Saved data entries

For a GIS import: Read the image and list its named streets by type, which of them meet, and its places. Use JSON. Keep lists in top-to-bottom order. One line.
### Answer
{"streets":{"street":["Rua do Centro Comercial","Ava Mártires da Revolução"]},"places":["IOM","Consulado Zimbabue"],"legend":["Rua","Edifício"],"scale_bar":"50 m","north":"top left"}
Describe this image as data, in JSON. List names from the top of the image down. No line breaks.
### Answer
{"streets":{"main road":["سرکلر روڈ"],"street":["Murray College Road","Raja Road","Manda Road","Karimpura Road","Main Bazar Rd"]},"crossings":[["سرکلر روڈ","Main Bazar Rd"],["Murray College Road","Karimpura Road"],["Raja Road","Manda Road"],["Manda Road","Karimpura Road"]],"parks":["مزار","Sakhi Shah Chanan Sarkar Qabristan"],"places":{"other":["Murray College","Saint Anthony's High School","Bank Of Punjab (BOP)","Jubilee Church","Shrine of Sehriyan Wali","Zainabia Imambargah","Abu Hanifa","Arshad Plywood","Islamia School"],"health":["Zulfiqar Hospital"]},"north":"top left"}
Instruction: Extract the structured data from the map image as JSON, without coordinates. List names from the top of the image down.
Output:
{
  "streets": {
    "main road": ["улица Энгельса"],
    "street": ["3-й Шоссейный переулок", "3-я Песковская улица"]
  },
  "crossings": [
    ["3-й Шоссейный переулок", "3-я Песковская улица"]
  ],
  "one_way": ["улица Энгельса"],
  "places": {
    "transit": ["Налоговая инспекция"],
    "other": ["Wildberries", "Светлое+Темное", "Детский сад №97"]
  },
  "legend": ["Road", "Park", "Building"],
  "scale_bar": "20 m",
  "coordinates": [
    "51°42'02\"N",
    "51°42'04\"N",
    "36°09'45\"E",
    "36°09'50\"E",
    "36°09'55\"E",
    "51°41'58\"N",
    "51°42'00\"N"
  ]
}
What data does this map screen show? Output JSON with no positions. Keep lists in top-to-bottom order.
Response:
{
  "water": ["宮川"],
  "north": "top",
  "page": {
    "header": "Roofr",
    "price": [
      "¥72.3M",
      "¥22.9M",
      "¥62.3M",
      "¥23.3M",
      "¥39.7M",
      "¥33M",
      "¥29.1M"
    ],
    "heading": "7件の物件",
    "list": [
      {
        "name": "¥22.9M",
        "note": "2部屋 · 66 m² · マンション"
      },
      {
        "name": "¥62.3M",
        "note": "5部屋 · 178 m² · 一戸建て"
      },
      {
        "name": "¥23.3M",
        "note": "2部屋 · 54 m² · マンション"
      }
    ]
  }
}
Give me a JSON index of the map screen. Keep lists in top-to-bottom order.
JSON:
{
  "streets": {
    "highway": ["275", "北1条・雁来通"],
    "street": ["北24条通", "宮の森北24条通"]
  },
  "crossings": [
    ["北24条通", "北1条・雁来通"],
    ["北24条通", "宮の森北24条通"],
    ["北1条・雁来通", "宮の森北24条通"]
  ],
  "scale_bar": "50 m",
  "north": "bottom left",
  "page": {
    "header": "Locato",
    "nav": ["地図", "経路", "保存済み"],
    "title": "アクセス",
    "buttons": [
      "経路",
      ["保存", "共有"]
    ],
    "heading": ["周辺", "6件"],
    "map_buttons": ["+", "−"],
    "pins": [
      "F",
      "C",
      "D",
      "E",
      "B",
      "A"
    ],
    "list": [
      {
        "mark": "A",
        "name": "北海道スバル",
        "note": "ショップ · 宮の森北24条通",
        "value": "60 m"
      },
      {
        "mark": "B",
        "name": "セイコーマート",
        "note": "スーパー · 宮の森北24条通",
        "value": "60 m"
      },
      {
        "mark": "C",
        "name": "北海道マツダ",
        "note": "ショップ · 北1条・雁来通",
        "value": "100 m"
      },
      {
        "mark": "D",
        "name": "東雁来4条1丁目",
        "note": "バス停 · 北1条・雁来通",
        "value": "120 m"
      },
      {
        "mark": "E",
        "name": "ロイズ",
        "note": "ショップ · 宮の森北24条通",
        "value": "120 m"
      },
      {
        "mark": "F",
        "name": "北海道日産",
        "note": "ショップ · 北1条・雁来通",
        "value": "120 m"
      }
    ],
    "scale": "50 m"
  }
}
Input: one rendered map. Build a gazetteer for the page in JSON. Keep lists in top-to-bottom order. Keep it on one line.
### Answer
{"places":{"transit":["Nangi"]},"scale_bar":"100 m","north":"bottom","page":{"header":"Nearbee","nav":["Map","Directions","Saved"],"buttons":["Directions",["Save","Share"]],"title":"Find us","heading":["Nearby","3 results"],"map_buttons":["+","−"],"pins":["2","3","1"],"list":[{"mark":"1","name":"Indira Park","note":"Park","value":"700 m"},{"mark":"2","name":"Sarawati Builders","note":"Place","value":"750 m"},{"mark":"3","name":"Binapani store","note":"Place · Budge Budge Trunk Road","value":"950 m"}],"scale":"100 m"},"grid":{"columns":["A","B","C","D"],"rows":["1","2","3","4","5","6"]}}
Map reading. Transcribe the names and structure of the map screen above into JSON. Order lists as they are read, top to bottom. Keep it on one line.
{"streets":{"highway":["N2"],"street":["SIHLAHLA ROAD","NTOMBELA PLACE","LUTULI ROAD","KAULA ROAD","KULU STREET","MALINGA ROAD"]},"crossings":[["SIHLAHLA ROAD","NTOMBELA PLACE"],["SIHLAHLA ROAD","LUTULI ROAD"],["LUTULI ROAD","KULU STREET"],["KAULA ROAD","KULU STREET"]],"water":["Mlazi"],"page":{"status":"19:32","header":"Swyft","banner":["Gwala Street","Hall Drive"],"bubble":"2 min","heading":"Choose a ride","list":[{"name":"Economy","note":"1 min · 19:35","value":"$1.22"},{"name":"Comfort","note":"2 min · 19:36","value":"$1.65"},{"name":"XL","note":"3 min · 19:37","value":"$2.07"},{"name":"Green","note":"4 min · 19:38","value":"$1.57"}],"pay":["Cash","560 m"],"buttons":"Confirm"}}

* [The task] Word for word, copy out all the data given above.

* [Solution]
For a GIS import: Read the image and list its named streets by type, which of them meet, and its places. Use JSON. Keep lists in top-to-bottom order. One line.
### Answer
{"streets":{"street":["Rua do Centro Comercial","Ava Mártires da Revolução"]},"places":["IOM","Consulado Zimbabue"],"legend":["Rua","Edifício"],"scale_bar":"50 m","north":"top left"}
Describe this image as data, in JSON. List names from the top of the image down. No line breaks.
### Answer
{"streets":{"main road":["سرکلر روڈ"],"street":["Murray College Road","Raja Road","Manda Road","Karimpura Road","Main Bazar Rd"]},"crossings":[["سرکلر روڈ","Main Bazar Rd"],["Murray College Road","Karimpura Road"],["Raja Road","Manda Road"],["Manda Road","Karimpura Road"]],"parks":["مزار","Sakhi Shah Chanan Sarkar Qabristan"],"places":{"other":["Murray College","Saint Anthony's High School","Bank Of Punjab (BOP)","Jubilee Church","Shrine of Sehriyan Wali","Zainabia Imambargah","Abu Hanifa","Arshad Plywood","Islamia School"],"health":["Zulfiqar Hospital"]},"north":"top left"}
Instruction: Extract the structured data from the map image as JSON, without coordinates. List names from the top of the image down.
Output:
{
  "streets": {
    "main road": ["улица Энгельса"],
    "street": ["3-й Шоссейный переулок", "3-я Песковская улица"]
  },
  "crossings": [
    ["3-й Шоссейный переулок", "3-я Песковская улица"]
  ],
  "one_way": ["улица Энгельса"],
  "places": {
    "transit": ["Налоговая инспекция"],
    "other": ["Wildberries", "Светлое+Темное", "Детский сад №97"]
  },
  "legend": ["Road", "Park", "Building"],
  "scale_bar": "20 m",
  "coordinates": [
    "51°42'02\"N",
    "51°42'04\"N",
    "36°09'45\"E",
    "36°09'50\"E",
    "36°09'55\"E",
    "51°41'58\"N",
    "51°42'00\"N"
  ]
}
What data does this map screen show? Output JSON with no positions. Keep lists in top-to-bottom order.
Response:
{
  "water": ["宮川"],
  "north": "top",
  "page": {
    "header": "Roofr",
    "price": [
      "¥72.3M",
      "¥22.9M",
      "¥62.3M",
      "¥23.3M",
      "¥39.7M",
      "¥33M",
      "¥29.1M"
    ],
    "heading": "7件の物件",
    "list": [
      {
        "name": "¥22.9M",
        "note": "2部屋 · 66 m² · マンション"
      },
      {
        "name": "¥62.3M",
        "note": "5部屋 · 178 m² · 一戸建て"
      },
      {
        "name": "¥23.3M",
        "note": "2部屋 · 54 m² · マンション"
      }
    ]
  }
}
Give me a JSON index of the map screen. Keep lists in top-to-bottom order.
JSON:
{
  "streets": {
    "highway": ["275", "北1条・雁来通"],
    "street": ["北24条通", "宮の森北24条通"]
  },
  "crossings": [
    ["北24条通", "北1条・雁来通"],
    ["北24条通", "宮の森北24条通"],
    ["北1条・雁来通", "宮の森北24条通"]
  ],
  "scale_bar": "50 m",
  "north": "bottom left",
  "page": {
    "header": "Locato",
    "nav": ["地図", "経路", "保存済み"],
    "title": "アクセス",
    "buttons": [
      "経路",
      ["保存", "共有"]
    ],
    "heading": ["周辺", "6件"],
    "map_buttons": ["+", "−"],
    "pins": [
      "F",
      "C",
      "D",
      "E",
      "B",
      "A"
    ],
    "list": [
      {
        "mark": "A",
        "name": "北海道スバル",
        "note": "ショップ · 宮の森北24条通",
        "value": "60 m"
      },
      {
        "mark": "B",
        "name": "セイコーマート",
        "note": "スーパー · 宮の森北24条通",
        "value": "60 m"
      },
      {
        "mark": "C",
        "name": "北海道マツダ",
        "note": "ショップ · 北1条・雁来通",
        "value": "100 m"
      },
      {
        "mark": "D",
        "name": "東雁来4条1丁目",
        "note": "バス停 · 北1条・雁来通",
        "value": "120 m"
      },
      {
        "mark": "E",
        "name": "ロイズ",
        "note": "ショップ · 宮の森北24条通",
        "value": "120 m"
      },
      {
        "mark": "F",
        "name": "北海道日産",
        "note": "ショップ · 北1条・雁来通",
        "value": "120 m"
      }
    ],
    "scale": "50 m"
  }
}
Input: one rendered map. Build a gazetteer for the page in JSON. Keep lists in top-to-bottom order. Keep it on one line.
### Answer
{"places":{"transit":["Nangi"]},"scale_bar":"100 m","north":"bottom","page":{"header":"Nearbee","nav":["Map","Directions","Saved"],"buttons":["Directions",["Save","Share"]],"title":"Find us","heading":["Nearby","3 results"],"map_buttons":["+","−"],"pins":["2","3","1"],"list":[{"mark":"1","name":"Indira Park","note":"Park","value":"700 m"},{"mark":"2","name":"Sarawati Builders","note":"Place","value":"750 m"},{"mark":"3","name":"Binapani store","note":"Place · Budge Budge Trunk Road","value":"950 m"}],"scale":"100 m"},"grid":{"columns":["A","B","C","D"],"rows":["1","2","3","4","5","6"]}}
Map reading. Transcribe the names and structure of the map screen above into JSON. Order lists as they are read, top to bottom. Keep it on one line.
{"streets":{"highway":["N2"],"street":["SIHLAHLA ROAD","NTOMBELA PLACE","LUTULI ROAD","KAULA ROAD","KULU STREET","MALINGA ROAD"]},"crossings":[["SIHLAHLA ROAD","NTOMBELA PLACE"],["SIHLAHLA ROAD","LUTULI ROAD"],["LUTULI ROAD","KULU STREET"],["KAULA ROAD","KULU STREET"]],"water":["Mlazi"],"page":{"status":"19:32","header":"Swyft","banner":["Gwala Street","Hall Drive"],"bubble":"2 min","heading":"Choose a ride","list":[{"name":"Economy","note":"1 min · 19:35","value":"$1.22"},{"name":"Comfort","note":"2 min · 19:36","value":"$1.65"},{"name":"XL","note":"3 min · 19:37","value":"$2.07"},{"name":"Green","note":"4 min · 19:38","value":"$1.57"}],"pay":["Cash","560 m"],"buttons":"Confirm"}}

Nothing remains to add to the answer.